3 IT leadership lessons from the Tour de France

Cycling's annual spectacle just wrapped up, and in the midst of the excitement were some lessons for IT leaders.

istock-609709524.jpg

Image: Radu Razvan / Getty Images

The recently completed 106th edition of cycling's best-known stage race, the Tour de France, was one of the most exciting in recent memory. The race had become a bit of a predictable slog, with a dominant team controlling the race and delivering a winner from the favorites.

This year was a roller coaster that included everything from prematurely canceled stages due to mudslides, to a relatively unknown Frenchman wearing the overall leader's yellow jersey for 14 days, igniting the passions of the French people who haven't seen an overall French winner since 1985. Days before the close of the 21-day race, a 22-year-old Colombian became the first person from that country to win the Tour de France, potentially marking the emergence of a multi-year superstar.

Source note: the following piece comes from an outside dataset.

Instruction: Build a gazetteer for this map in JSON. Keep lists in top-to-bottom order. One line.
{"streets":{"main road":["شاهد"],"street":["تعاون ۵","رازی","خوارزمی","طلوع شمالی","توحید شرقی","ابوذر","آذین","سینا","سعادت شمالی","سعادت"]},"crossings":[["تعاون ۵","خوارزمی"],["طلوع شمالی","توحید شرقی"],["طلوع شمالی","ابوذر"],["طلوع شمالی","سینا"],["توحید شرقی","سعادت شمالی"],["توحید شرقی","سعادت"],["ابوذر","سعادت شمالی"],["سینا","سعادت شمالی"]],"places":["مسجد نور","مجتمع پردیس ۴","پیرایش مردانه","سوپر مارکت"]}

Whether you enjoy cycling and the Tour de France, an admittedly difficult event for new viewers to understand, there were interesting leadership lessons on display as the race covered 2,200 miles of roads from Belgium to Paris.

1. Build a team and tactics around your strategy

Perhaps one of the most confusing aspects of the Tour de France for the uninitiated is that there are multiple races within the overall event. There's a competition for the overall winner, denoted by the yellow jersey, which represents the rider with the lowest overall time across the 21 stages. There's also a competition to win each stage, as well as multiple other competitions, from the race's best sprinter, denoted by the green jersey, to the "king of the mountains" in a polka dot jersey. 

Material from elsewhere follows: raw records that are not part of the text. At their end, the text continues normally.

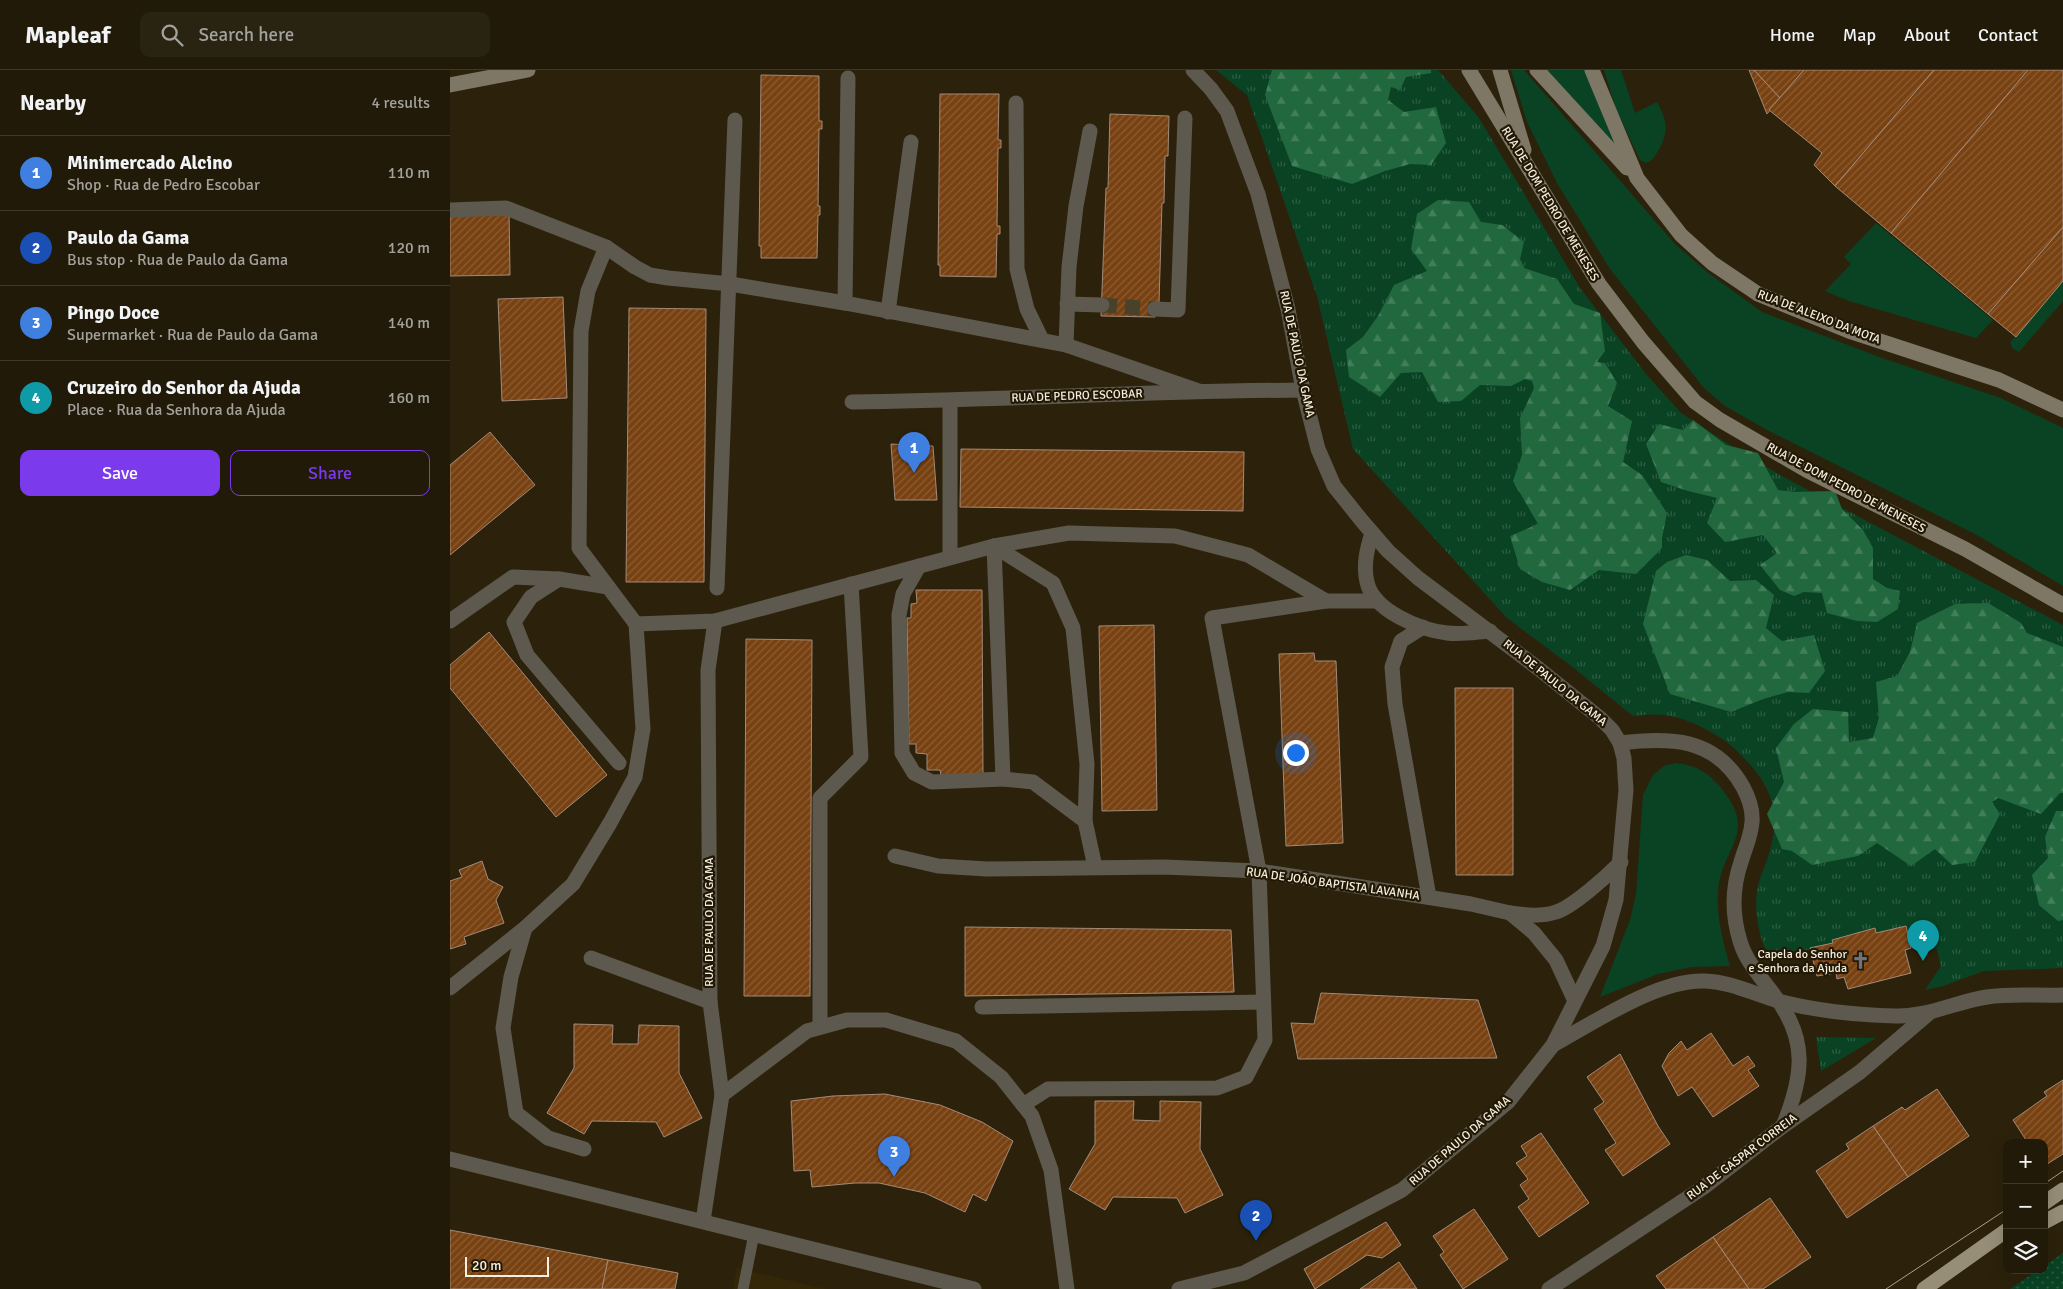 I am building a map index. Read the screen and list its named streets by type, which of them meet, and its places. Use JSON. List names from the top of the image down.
{
  "streets": {
    "main road": ["RUA DE DOM PEDRO DE MENESES", "RUA DE ALEIXO DA MOTA"],
    "street": [
      "RUA DE PAULO DA GAMA",
      "RUA DE PEDRO ESCOBAR",
      "RUA DE JOÃO BAPTISTA LAVANHA",
      "RUA DE GASPAR CORREIA"
    ]
  },
  "crossings": [
    ["RUA DE PAULO DA GAMA", "RUA DE PEDRO ESCOBAR"],
    ["RUA DE PAULO DA GAMA", "RUA DE JOÃO BAPTISTA LAVANHA"]
  ],
  "places": {
    "church": ["Capela do Senhor e Senhora da Ajuda"]
  },
  "scale_bar": "20 m",
  "page": {
    "header": "Mapleaf",
    "search": "Search here",
    "nav": [
      "Home",
      "Map",
      "About",
      "Contact"
    ],
    "heading": ["Nearby", "4 results"],
    "list": [
      {
        "mark": "1",
        "name": "Minimercado Alcino",
        "note": "Shop · Rua de Pedro Escobar",
        "value": "110 m"
      },
      {
        "mark": "2",
        "name": "Paulo da Gama",
        "note": "Bus stop · Rua de Paulo da Gama",
        "value": "120 m"
      },
      {
        "mark": "3",
        "name": "Pingo Doce",
        "note": "Supermarket · Rua de Paulo da Gama",
        "value": "140 m"
      },
      {
        "mark": "4",
        "name": "Cruzeiro do Senhor da Ajuda",
        "note": "Place · Rua da Senhora da Ajuda",
        "value": "160 m"
      }
    ],
    "pins": [
      "1",
      "4",
      "3",
      "2"
    ],
    "buttons": ["Save", "Share"],
    "map_buttons": ["+", "−"],
    "scale": "20 m"
  }
}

Each of the 22 eight-man teams comes in with a specific goal and a roster of riders designed to achieve that goal. One team might target winning sprints, and will bring a powerful sprinter as its leader, combined with "lead-out men" to help that sprinter conserve his energy until moments before a finish. A team targeting an overall win brings strong climbers to pace their leader in the mountains.

For some teams, the strategy is as simple as riding to the head of the group every day to get TV time for themselves and their sponsors, knowing that stronger riders will overtake them at the end of the day. Each team settled on a strategy well in advance of the Tour de France and filled its eight-man roster with the people its leaders felt were best equipped to achieve that strategy. It designed its race-day tactics to realize that objective, even if it were not manifest until the waning days of the Tour de France.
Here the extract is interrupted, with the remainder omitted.